→ **EXERCISE MATERIAL**:
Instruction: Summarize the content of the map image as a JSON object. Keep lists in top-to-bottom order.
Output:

...

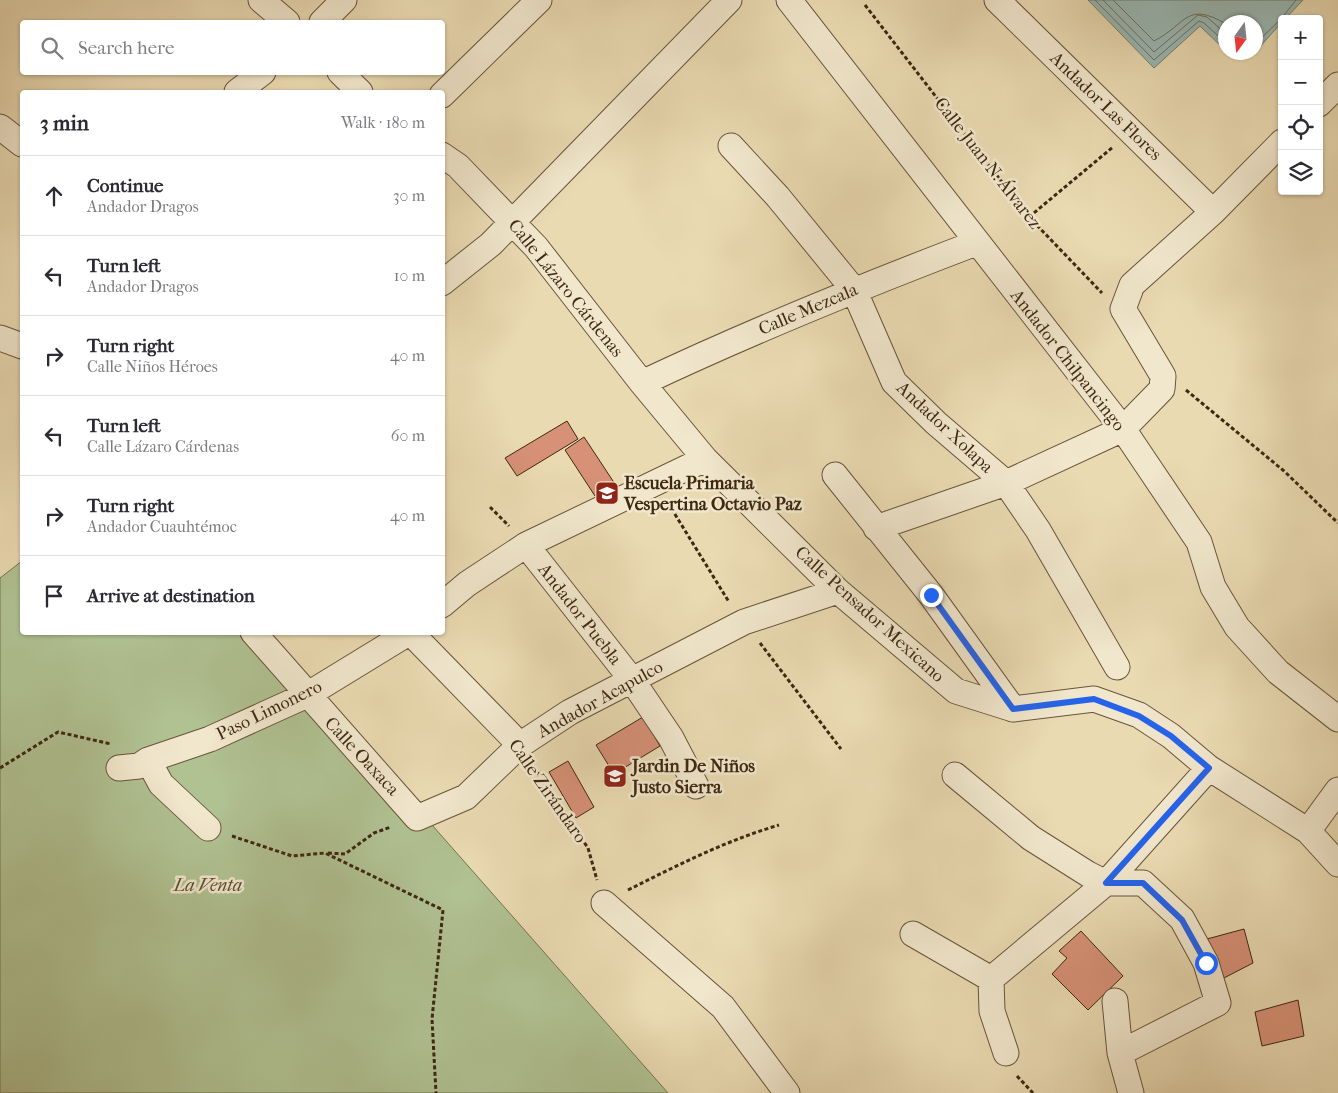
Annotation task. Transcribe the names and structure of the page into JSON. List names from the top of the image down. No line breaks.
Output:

→ **THE TASK**: Filter the entries down to the lines with the word "JSON" in them.

→ **TASK SOLUTION**:
Instruction: Summarize the content of the map image as a JSON object. Keep lists in top-to-bottom order.
Annotation task. Transcribe the names and structure of the page into JSON. List names from the top of the image down. No line breaks.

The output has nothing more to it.